JAB: Let’s shift gears for a second. Tell us how a young girl from Kansas City became a vegan.

VM: I was a practicing binge eater for my first 30 years. I took time off to diet but all I really knew how to do was diet and binge eat. I couldn’t go vegan until I had the willingness to treat my binge eating like alcoholism or a drug addiction. I admitted my own inability to deal with the issue, then I turned that over to the care of a Higher Power, and finally I focused on cleaning up my life and being of service. This occurred around the time daughter was born and it was important to me to raise my child vegan. It was hard in those days to stay plant-based at restaurants and while traveling and in social settings, but I looked at this baby and I couldn’t tell her that it was okay to eat eggs and milk when we were out but we didn’t do it at home because it hurt the animals. It either hurt them or it didn’t. I wanted to be ethically consistent.

JAB: Did yoga play a role in your journey?

VM: Absolutely. Someone introduced me to yoga when I was 17 and I fell in love with it right away. I’d always been interested in spirituality, and yoga was the first time I’d ever seen spirituality come with a physical component. I’d separated my “high, lofty spiritual thoughts” from my overeating and the body I disliked, and here was yoga telling me that I was a single entity, and that I was of value on every level. Yoga also introduced me to vegetarianism. In those times, it was just expected that if you did yoga, you’d stop eating meat, fish, and probably eggs. With the explosion in yoga’s popularity, that’s been lost in many of the iterations these days, but it’s still in the tradition.

JAB: I read that you are a “high raw vegan” and that you eat an 85 to 90 percent raw diet in the summer. What’s a typical summer meal for you?

VM: I generally have a smoothie in the morning with almond milk or coconut milk and I put in berries and a banana, 2 teaspoons of ground flax seeds, and a scoop of Vega One All-in-One Shake. Maybe half the time I put in some blackstrap molasses. It tastes like a milkshake and is very sustaining.

JAB: Do you have a favorite juice bar?

VM: Watkins Health Food on 116th Street and Lenox is my standard spot because it’s near my apartment. I also love Organic Avenue and do one of their cleanses at the change of every season.

 

JAB: How about your favorite restaurants in NYC?
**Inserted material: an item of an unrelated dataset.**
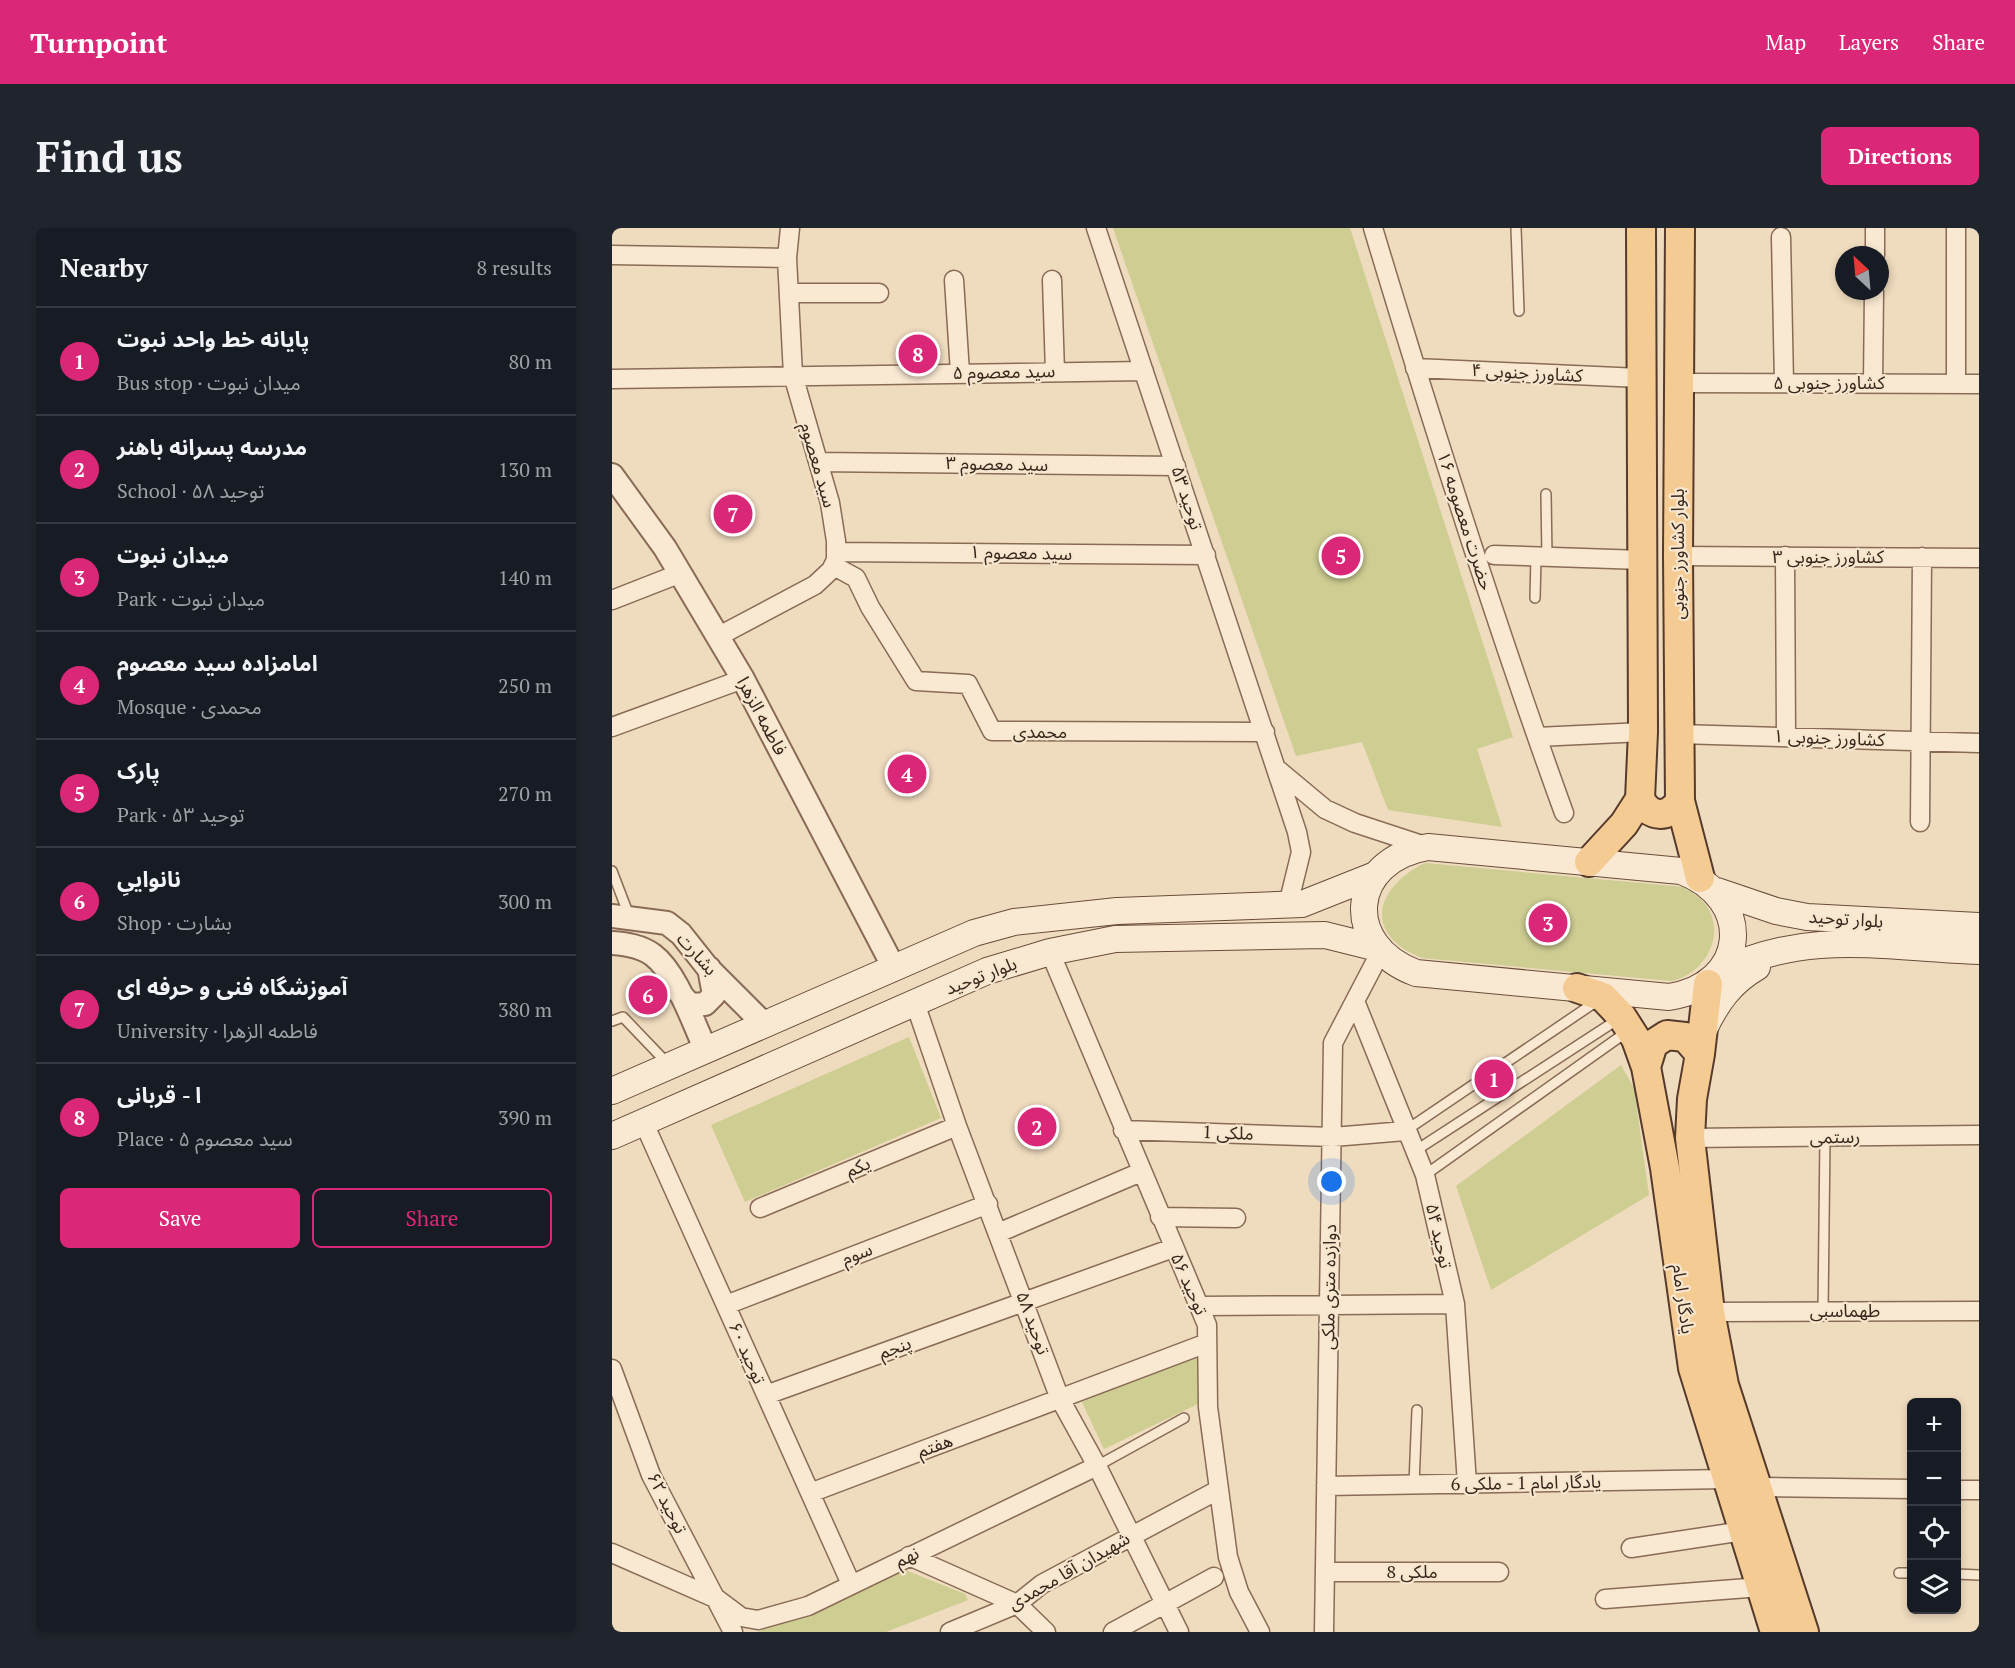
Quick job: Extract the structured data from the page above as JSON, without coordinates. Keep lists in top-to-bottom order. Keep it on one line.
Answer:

VM: Oh, I have so many favorites, including Pure Food and WineCandle Café WestSacred Chow, and Quintessence.

 

JAB: Do you have any practical tips for the average person to make the transition to veganism?

VM: It’s a very wide door. First, eat more colors. Your plate should look like a Christmas tree—mostly green with splashes of other bright colors. Step two is to get to know other people who are doing this. There’s a New York Vegetarian/Vegan Meetup Group with over three thousand members. Then educate yourself. Read books, like Main Street Vegan, and see films such as “Vegucated and “Forks Over Knives.  And attend some of the amazing events throughout NYC such as The Seed: A Vegan Experience. I’ll be speaking there along with a host of other fabulous speakers, including professional triathlete Brendan Brazier and best-selling author Kathy Freston.